At A Glance IAM gothicphoenixx When It just happened
"Did you have any problems with that?" she asked. I asked for clarification on which one, and she told me "the ones on the inside." I told her that, beyond normal, no, not really. She explained that she was asking because, recently, her daughter had gotten an industrial, though she didn't call it that. Instead, she made hand gestures about where it was, and I supplied the word for her, telling her that I'd had a similar piercing at one point, but had taken it out. "That one," I said, "did cause some problems," and I pointed out the dent that had been left from its positioning.
The woman told me that her daughter had gotten the piercing, and how she'd told her daughter she'd better tell her right away if she had any problems with it. Well, she did have problems with it, but didn't tell her mother. However, the girl's sister knew that she was having trouble with it, and that it was always red and sore, so she told her mother. Together they talked the girl into going and getting help for it. I was about to say "good," when she told me that the girl's doctor had told her to take out the piercing and given her antibiotics, but it had been a couple weeks the piercing had gotten worse, not better.
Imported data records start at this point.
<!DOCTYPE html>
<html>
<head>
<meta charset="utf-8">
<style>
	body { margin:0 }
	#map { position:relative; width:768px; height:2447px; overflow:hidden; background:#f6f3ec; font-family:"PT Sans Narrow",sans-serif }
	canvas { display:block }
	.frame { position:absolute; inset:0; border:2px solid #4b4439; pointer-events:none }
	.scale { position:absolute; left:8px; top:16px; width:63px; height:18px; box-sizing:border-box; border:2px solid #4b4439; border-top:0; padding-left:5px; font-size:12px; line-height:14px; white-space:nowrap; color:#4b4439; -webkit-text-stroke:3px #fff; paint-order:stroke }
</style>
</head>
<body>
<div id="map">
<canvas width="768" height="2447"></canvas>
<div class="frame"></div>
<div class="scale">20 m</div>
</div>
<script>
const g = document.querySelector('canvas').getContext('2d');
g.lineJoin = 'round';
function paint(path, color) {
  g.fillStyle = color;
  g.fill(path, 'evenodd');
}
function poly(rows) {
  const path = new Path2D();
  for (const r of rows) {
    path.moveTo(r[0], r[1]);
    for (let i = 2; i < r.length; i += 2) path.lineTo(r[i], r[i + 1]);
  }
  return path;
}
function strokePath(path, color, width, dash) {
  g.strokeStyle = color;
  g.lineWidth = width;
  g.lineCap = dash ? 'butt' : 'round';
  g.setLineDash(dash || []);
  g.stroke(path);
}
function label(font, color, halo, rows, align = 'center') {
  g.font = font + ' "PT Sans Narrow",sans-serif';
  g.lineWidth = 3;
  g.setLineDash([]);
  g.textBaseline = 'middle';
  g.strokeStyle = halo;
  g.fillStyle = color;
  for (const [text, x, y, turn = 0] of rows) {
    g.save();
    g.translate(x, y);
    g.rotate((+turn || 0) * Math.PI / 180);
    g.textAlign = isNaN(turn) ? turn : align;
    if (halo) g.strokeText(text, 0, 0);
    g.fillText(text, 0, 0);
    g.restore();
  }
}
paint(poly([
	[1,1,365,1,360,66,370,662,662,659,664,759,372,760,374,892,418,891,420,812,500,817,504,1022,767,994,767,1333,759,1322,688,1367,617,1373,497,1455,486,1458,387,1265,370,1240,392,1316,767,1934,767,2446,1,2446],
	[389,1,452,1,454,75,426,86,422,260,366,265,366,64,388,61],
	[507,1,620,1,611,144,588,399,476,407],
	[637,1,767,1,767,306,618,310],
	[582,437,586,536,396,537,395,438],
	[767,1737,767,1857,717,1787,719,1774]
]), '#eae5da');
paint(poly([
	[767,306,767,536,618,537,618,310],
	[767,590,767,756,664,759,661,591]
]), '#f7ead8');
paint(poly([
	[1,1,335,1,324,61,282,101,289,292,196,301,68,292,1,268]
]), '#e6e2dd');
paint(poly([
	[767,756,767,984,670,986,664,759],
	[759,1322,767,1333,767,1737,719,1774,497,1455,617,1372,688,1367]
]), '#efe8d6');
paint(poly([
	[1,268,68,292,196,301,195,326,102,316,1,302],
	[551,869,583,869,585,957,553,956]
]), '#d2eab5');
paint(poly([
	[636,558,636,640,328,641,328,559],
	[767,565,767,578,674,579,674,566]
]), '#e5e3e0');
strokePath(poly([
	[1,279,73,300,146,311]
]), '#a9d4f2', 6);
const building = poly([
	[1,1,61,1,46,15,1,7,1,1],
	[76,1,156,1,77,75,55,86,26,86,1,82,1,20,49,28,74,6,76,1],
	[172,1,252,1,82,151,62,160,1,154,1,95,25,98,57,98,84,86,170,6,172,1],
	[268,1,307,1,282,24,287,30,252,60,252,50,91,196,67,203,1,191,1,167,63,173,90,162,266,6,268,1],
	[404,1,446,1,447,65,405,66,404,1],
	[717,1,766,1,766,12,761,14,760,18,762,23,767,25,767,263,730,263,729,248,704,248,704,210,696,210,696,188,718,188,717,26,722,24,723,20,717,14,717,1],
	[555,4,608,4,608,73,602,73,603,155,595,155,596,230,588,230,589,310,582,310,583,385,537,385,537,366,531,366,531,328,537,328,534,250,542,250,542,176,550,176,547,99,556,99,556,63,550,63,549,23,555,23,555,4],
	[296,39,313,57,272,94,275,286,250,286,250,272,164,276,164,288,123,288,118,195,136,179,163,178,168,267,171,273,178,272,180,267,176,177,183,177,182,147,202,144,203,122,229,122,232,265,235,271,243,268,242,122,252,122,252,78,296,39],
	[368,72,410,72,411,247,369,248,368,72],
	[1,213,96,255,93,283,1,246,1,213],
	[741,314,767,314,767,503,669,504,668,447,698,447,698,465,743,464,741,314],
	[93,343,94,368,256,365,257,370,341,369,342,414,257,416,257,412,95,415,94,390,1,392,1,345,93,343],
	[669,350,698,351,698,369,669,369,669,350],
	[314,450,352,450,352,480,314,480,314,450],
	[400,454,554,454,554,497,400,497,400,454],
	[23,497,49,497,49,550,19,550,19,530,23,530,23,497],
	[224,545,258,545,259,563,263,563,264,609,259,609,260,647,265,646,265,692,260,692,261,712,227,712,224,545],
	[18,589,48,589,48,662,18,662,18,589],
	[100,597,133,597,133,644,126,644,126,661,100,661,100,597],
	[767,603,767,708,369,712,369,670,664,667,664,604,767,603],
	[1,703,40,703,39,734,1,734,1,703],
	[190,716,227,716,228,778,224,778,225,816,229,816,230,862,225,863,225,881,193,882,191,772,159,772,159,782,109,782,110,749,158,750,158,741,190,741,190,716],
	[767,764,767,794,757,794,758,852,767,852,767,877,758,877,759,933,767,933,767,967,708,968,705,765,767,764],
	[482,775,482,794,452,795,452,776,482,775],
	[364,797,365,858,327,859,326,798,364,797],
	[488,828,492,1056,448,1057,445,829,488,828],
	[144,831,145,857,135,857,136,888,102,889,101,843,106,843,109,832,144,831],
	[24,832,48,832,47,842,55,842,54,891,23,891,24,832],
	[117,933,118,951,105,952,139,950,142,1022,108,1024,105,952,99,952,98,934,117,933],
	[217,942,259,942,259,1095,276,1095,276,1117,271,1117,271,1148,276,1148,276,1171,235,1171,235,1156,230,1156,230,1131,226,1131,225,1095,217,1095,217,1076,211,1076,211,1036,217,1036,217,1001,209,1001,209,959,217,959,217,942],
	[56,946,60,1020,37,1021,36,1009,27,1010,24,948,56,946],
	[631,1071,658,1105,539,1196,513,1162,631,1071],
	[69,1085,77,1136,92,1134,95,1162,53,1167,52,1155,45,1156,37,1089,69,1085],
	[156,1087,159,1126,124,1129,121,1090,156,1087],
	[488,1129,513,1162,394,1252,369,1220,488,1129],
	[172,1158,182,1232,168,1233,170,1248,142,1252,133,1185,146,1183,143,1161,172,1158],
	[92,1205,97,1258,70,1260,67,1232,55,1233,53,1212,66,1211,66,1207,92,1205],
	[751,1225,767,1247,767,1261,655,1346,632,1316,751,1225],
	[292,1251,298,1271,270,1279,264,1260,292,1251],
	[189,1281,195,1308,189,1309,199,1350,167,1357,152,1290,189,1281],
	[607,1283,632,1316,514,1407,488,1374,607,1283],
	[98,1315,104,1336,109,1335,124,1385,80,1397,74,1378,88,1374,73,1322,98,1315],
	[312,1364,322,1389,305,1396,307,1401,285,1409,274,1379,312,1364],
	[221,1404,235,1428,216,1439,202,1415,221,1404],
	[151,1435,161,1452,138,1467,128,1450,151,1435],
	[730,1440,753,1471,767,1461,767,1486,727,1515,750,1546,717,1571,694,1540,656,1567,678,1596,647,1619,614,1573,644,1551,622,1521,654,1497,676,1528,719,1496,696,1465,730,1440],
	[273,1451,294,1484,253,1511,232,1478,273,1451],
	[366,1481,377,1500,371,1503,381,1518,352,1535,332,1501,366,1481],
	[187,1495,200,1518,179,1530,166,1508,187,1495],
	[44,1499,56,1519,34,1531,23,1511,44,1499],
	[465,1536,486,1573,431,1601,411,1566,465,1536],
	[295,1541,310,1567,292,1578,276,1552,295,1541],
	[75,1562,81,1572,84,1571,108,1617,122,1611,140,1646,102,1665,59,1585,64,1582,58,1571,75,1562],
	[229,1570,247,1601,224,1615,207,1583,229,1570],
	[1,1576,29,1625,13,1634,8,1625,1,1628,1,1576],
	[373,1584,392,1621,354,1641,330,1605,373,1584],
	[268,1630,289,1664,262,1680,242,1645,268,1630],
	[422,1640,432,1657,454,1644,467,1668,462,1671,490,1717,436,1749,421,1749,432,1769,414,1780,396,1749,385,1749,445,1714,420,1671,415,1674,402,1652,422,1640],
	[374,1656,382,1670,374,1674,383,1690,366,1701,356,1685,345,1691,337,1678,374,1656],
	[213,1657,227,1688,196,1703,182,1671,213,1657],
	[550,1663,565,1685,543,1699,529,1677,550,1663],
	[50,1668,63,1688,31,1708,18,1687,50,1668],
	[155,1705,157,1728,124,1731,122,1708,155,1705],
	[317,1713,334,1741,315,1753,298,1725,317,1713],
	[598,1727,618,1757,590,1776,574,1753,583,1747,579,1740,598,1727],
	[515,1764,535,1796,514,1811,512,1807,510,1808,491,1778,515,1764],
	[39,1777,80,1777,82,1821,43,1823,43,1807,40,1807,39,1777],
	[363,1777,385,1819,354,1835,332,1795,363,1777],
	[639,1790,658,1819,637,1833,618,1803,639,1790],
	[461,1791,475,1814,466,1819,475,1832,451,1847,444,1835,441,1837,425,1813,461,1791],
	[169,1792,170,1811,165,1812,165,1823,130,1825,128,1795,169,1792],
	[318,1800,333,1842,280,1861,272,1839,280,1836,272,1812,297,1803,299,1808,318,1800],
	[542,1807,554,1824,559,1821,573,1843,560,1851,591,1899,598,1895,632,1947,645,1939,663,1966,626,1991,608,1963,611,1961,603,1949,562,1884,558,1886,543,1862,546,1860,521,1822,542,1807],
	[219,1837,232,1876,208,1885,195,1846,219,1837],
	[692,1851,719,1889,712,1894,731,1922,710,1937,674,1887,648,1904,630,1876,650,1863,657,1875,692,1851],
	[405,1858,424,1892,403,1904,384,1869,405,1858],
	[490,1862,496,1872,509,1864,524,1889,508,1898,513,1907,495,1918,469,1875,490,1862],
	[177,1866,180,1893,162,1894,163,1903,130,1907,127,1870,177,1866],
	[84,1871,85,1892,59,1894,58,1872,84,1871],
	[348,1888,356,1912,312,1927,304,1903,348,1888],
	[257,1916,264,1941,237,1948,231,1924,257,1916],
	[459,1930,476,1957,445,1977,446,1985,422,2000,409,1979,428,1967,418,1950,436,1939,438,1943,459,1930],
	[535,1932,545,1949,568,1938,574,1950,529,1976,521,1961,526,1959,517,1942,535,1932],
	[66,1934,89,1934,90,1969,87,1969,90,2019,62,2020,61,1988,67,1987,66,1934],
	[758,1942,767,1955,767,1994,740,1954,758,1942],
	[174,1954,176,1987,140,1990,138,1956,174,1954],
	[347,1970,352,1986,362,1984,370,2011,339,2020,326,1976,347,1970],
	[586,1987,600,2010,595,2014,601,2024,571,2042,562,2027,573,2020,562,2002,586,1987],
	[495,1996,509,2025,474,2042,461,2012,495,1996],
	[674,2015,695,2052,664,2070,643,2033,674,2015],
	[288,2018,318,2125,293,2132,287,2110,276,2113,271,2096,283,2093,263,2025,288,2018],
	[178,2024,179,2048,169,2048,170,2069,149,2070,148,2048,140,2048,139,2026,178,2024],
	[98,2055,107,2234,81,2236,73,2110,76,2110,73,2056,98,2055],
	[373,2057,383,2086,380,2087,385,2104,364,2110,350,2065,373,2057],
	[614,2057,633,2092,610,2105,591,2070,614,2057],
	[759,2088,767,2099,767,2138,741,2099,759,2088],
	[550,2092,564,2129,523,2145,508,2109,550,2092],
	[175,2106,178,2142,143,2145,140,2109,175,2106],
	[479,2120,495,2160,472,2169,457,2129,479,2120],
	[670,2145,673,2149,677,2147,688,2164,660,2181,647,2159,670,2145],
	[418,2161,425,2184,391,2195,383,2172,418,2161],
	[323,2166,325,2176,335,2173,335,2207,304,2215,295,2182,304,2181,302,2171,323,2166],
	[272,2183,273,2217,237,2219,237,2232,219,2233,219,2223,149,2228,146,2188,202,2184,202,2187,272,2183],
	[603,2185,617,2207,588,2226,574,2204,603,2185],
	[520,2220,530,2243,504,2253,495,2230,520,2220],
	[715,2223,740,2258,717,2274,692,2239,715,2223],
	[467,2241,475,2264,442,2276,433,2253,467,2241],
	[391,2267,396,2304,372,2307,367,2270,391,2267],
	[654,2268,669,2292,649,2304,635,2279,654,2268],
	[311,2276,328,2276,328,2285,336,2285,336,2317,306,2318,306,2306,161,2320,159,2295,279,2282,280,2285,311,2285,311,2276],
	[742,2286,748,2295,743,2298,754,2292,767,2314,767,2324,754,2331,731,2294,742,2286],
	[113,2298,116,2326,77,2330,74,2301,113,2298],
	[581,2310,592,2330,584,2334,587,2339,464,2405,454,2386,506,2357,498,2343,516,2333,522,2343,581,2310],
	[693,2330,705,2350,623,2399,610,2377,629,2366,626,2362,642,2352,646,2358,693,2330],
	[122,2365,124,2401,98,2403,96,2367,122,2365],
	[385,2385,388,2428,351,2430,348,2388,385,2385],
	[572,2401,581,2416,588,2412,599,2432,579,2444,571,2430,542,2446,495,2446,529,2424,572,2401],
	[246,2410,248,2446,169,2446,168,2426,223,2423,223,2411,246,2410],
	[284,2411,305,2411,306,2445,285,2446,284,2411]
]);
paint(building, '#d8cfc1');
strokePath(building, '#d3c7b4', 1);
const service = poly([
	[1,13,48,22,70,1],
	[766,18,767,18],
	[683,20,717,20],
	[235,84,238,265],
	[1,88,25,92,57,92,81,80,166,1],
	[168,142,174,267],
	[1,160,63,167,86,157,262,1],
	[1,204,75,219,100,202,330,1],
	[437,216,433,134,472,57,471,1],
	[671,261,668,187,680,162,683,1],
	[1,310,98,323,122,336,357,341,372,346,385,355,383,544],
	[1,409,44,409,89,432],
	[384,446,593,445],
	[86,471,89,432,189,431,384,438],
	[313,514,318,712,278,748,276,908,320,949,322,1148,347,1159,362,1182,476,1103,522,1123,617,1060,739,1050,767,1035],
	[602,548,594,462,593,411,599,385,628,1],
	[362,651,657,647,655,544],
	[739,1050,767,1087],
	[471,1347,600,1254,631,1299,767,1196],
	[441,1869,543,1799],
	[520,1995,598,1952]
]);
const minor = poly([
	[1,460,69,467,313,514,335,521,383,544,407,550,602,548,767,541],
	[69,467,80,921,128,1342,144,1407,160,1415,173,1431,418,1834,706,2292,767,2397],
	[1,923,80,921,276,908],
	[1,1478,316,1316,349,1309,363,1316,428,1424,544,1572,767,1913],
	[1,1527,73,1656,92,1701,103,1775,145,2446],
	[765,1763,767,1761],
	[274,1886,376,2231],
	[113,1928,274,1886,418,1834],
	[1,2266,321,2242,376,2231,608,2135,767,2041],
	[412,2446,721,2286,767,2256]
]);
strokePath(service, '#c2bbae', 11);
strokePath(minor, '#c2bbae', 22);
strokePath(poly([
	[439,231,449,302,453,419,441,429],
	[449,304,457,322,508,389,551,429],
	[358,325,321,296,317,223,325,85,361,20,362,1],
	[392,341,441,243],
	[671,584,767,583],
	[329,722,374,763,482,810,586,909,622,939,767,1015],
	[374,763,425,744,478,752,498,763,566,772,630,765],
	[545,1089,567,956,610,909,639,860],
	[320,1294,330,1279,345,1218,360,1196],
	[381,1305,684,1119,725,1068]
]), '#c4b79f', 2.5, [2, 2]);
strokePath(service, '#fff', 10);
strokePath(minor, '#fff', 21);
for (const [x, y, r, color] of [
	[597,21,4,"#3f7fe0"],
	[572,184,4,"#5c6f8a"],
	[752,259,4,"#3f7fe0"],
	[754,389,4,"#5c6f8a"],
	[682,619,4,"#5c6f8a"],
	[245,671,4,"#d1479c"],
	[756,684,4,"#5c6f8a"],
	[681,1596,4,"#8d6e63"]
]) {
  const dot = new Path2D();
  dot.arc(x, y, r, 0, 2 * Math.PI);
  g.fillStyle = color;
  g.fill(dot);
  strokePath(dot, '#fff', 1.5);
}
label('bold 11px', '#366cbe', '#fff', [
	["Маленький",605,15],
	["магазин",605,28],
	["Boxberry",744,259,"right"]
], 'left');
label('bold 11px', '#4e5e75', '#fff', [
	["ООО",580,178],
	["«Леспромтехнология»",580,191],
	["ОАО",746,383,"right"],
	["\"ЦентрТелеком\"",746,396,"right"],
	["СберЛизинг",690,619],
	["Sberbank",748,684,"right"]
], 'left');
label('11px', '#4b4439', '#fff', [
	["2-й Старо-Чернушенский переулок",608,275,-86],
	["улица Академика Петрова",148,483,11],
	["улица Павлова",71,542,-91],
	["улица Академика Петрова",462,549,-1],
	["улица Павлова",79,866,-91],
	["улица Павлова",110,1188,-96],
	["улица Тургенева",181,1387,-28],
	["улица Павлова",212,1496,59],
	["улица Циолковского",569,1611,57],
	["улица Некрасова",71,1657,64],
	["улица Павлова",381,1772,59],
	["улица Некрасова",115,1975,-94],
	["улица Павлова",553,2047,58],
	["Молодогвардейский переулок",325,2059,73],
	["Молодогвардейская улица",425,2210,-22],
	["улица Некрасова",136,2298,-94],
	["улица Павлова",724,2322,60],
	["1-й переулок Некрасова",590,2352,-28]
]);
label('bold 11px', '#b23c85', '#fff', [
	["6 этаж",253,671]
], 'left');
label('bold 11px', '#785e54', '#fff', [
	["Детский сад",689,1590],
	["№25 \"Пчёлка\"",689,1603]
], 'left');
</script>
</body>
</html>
I sucked in a quick breath when she'd said "doctor" and cringed when she said "taken it out." After finishing the sentence she was on, the woman asked what should have been done. I told her that an infected piercing should be treated first, and then, if desired, taken out, not taken out before because the infection can become trapped inside. She made a face when I told her this, and I told her that what her doctor told her had been what my doctor had told me when I had the start of an infection in the piercing that became my industrial (I was already there for a routine check up, and told her that, despite her advice, I wasn't going to take them out), and that doctors, though intelligent, aren't really the best judges when it comes to what to do to take care of a piercing.
"So, she should have left it in, huh?" she asked, then told me how she thought her daughter had what her husband had called "cauliflower ear", and how now it was all swollen and red and purple. She asked if it might have to be taken off surgically. I repeated that yes, it should have been left in, but not to try to put it back in now. I couldn't tell her what the growth would be precisely, but told her that some people have had to have keloids surgically removed. I mentioned heat packing and salt soaks might help. "But the best thing for her to do," I said, "is go to the piercer. He or she should know better than anyone what's going on with it, and what she needs to do."
The mother clapped her hands and said "I knew it. That's what I told her to do, but she didn't want to." For the life of me, I can't imagine why anyone would go to a doctor with no expertise in piercing over the person who performed the piercing (but then, I'm also leery about doctors in general), but I told her to encourage her daughter to go and see the piercer as soon as possible, and she said that she would. We talked for a couple more minutes until my next guest came up, and she thanked me multiple times for my help. Though I hadn't really done much but offer basic (and mostly common sense) advice, it made me feel good that, in addition to this incident not being a repeat of the previous one, I was able to help someone with more than scanning their groceries. It is people like this woman, who genuinely want to know about something rather than to harass, who make the people with opposite intentions easier to bear. And, this incident further convinces me that mods in the workplace are a benefit, not just to the modified individuals, but to those who know and love them, and perhaps don't know who else to turn to.